Whenever a line below mentions the word "Carrick", that line should be copied.

### RECORD EXTRACTS
***

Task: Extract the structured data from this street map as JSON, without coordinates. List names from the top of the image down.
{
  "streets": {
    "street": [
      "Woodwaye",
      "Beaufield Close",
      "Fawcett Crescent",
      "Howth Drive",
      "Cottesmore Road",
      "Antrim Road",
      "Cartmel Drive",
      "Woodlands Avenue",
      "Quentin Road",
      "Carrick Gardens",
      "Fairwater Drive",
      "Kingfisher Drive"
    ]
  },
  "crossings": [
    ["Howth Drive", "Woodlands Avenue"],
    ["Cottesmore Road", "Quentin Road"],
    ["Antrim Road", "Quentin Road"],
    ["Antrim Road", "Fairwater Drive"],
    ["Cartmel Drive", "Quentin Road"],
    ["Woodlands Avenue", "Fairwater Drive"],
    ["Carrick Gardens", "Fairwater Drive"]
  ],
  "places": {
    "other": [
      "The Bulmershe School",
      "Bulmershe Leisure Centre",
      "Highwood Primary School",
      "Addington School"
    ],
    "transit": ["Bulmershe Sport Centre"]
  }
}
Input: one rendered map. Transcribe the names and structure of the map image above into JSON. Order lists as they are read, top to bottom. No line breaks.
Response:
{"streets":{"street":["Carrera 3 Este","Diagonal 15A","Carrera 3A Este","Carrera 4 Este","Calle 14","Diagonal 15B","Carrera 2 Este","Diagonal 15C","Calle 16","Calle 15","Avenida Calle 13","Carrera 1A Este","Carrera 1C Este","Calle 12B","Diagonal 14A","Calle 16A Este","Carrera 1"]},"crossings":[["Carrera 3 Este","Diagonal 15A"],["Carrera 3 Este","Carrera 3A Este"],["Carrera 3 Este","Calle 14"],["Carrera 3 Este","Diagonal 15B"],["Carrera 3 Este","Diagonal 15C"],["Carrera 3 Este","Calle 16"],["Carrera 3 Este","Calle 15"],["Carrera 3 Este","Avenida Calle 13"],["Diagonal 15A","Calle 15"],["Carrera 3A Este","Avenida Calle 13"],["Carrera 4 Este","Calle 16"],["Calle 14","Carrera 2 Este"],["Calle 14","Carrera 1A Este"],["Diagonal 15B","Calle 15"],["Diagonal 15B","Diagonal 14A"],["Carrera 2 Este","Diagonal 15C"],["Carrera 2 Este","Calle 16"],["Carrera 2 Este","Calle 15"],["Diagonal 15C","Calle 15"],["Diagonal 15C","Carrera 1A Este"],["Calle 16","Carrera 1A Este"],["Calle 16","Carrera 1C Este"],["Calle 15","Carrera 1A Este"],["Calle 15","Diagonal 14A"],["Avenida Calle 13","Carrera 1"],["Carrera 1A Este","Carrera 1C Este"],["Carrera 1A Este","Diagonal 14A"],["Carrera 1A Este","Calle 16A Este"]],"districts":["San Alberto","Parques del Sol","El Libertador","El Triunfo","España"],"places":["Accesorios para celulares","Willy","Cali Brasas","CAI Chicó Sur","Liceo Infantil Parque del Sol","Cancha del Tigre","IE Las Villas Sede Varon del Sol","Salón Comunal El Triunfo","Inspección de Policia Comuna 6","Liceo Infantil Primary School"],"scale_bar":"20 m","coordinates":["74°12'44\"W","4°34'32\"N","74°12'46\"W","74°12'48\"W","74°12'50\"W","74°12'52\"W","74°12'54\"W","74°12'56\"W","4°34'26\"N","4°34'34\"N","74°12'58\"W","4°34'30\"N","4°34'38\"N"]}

***

### RESULT OF THE TASK
      "Carrick Gardens",
    ["Carrick Gardens", "Fairwater Drive"]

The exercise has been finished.